Didydani · 04/11/2018 09:46

Hi everyone,

I'm completely new to the forums and I've seen plenty of people supporting each other, giving advice etc and wondered if you could do the same for me.

I have a fairly quick question to ask and I need it answered ASAP really.

Should I call social services today? My little girl (who turns 1 this Dec) is due to visit my mother's house, where my sister and my nephew also live.

I've recently acquired photographic evidence of the fact that they DO NOT even use her car seat when they take her out sometimes in the car.

Clearly this isn't acceptable at all and quite frankly I'm starting to worry about them not using it. They've hidden this from our daughters dad on occasions too, and I had to be the one to tell him it's happened a few times before as they are very secretive people (they make my skin crawl tbh!) when hes not been aware of this happening.
Because our daughter lives with her dad, basically I'm wondering if and when I report this, will remove her and bar my family from taking care of her from now on? And will she stay under the care of her dad? Or is there a chance they could attempt to take her away from us completely?

I've been there on occasions when it's happened and been powerless to do anything about it, as I have to be supervised by someone when I'm with my daughter and it could be a family member or official.

I know that alot of you by now are probably wondering why haven't I even attempted to stay in my mother's house for the day with my daughter (obviously because its safer than her not using the car seat.

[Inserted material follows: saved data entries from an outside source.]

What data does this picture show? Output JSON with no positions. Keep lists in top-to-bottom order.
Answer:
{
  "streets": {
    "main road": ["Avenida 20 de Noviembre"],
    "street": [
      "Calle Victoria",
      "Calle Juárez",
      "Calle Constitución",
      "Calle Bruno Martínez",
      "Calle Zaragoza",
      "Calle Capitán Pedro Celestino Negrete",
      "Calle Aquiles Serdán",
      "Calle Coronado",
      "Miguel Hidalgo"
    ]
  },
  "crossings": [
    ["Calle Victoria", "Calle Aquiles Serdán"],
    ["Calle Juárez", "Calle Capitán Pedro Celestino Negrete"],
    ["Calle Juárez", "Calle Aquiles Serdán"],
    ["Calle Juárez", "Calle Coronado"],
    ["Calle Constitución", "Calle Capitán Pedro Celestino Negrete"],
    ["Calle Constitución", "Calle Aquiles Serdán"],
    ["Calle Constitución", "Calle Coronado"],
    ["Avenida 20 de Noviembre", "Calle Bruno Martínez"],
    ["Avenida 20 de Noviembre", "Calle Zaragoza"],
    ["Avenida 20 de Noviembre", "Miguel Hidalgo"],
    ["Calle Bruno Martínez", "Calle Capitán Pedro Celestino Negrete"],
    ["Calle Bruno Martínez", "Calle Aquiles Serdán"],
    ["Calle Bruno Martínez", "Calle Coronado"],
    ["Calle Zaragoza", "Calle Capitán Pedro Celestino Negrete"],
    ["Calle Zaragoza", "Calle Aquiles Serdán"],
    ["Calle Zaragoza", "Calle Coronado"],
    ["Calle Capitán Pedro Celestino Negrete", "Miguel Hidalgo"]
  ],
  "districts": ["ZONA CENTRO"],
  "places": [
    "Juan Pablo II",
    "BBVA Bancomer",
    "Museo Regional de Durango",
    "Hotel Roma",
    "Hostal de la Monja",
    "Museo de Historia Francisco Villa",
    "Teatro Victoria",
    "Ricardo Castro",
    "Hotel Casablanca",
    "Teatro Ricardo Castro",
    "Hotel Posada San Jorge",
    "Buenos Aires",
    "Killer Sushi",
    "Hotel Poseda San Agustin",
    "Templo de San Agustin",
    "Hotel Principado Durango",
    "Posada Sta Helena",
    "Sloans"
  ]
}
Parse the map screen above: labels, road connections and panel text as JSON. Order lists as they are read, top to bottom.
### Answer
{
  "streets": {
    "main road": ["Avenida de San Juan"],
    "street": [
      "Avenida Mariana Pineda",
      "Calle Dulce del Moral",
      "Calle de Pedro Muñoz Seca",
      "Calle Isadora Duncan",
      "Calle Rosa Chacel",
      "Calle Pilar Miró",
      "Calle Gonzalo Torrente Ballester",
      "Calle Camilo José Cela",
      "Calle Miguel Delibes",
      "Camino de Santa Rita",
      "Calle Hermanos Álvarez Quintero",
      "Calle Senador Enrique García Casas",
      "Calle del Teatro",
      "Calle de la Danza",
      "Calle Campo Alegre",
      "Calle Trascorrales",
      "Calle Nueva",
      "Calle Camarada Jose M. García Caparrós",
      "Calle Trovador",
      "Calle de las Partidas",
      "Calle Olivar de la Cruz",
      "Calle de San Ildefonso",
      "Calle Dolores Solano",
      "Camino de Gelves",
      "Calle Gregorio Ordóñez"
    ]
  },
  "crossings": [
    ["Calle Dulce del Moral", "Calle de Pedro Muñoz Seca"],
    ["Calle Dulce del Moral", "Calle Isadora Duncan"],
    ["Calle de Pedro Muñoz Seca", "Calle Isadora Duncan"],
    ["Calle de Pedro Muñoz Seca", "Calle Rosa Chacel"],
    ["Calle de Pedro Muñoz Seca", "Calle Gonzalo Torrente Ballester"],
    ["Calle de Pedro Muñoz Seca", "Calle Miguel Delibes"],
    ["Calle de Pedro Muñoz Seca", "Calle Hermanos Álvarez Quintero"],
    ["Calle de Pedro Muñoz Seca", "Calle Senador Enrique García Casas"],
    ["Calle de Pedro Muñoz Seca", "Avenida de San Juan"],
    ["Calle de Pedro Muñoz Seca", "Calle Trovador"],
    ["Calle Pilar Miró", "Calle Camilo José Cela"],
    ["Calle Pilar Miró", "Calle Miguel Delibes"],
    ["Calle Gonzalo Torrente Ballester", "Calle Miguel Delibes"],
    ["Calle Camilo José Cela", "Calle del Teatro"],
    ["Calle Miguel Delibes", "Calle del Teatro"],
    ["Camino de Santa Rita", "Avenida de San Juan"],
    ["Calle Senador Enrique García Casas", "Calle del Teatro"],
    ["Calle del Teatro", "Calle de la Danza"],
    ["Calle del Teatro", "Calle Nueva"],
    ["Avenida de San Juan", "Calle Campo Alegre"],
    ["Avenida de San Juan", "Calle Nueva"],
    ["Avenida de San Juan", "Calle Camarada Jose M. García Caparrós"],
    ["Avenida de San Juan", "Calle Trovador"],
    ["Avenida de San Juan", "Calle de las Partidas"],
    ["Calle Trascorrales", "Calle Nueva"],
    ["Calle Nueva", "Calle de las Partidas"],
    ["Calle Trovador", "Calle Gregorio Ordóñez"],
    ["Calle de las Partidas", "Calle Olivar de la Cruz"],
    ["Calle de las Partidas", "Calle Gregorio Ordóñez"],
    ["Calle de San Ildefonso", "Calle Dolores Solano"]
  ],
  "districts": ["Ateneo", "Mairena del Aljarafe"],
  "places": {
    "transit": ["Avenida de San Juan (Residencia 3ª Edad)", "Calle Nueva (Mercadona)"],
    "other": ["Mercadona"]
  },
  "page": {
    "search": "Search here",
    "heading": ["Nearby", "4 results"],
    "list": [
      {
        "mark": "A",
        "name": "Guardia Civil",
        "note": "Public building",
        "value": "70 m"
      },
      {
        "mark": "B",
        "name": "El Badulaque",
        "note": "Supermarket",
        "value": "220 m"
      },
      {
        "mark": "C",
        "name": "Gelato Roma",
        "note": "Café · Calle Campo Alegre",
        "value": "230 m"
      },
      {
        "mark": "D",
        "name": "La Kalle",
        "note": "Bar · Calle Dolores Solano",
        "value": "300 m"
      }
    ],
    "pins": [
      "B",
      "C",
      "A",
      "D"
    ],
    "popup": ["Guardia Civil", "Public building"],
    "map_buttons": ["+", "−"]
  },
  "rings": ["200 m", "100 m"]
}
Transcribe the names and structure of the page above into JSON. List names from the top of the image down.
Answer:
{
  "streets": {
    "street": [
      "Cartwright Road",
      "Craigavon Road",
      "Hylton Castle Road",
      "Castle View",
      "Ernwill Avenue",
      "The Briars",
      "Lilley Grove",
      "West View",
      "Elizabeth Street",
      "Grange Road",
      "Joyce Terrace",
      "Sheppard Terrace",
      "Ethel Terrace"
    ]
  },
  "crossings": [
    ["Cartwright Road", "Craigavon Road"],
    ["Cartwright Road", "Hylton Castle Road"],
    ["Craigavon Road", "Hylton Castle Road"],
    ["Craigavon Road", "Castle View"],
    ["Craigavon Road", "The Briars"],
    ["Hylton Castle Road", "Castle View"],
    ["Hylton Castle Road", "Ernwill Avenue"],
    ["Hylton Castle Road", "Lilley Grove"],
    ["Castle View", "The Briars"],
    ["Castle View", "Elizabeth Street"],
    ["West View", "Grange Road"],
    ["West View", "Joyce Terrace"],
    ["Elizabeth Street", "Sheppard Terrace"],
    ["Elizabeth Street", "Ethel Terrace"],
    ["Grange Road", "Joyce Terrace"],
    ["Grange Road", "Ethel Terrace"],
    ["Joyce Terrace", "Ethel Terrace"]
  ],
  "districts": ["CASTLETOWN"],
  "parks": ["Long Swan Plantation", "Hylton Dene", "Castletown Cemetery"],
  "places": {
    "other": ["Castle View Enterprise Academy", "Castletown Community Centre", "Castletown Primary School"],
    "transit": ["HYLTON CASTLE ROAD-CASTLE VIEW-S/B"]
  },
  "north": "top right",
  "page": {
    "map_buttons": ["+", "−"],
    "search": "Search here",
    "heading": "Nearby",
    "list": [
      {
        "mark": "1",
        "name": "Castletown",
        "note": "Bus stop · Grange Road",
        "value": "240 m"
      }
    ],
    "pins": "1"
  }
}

I know it's there for her safety) but the truth is they would probably call the police on me for refusing to let her go out with them.

My daughter isn't allowed to return home with me, she lives between her dad's home, (probably stays at mother's house some nights) and stays with some of his family.

My mother often argues that that's her day with my daughter, and now so does my daughters dad. They have frequently given me excuse after excuse not to bring my daughter to come our house to see me. Her dad will (even when it's breaking the court orders. Yes, we've been in court since June 2018) offer to bring her over like he did yesterday, but then throw some real fucking shitty excuse in my face like due to the fact that we argued yesterday, he's refusing to bring her over today.

He also judges my mood a lot, despite the fact that he isn't a phycatrist and a mental health practitioner and he thinks if I'm a low mood then he'll basically refuse to bring my daughter over to see me. It's hurts so much not being able to see her often, and especially when I get a bunch of excuses thrown my way.

I promise I'll come back and explain the full story as I realise its relivant to what I'm asking here and after reading this, people will want to understand my/our circumstances more, plus I'd like more advice from you mummy's anyway as I'm guessing you have enough experience to do so.

OP posts:
Are your children’s vaccines up to date?
Alaria4 · 04/11/2018 20:52

Dididani

That's great you have a supportive friend that is there for you and she is totally correct to advice you to seek legal aid. I'm no expert though so would not know the eligibility criteria.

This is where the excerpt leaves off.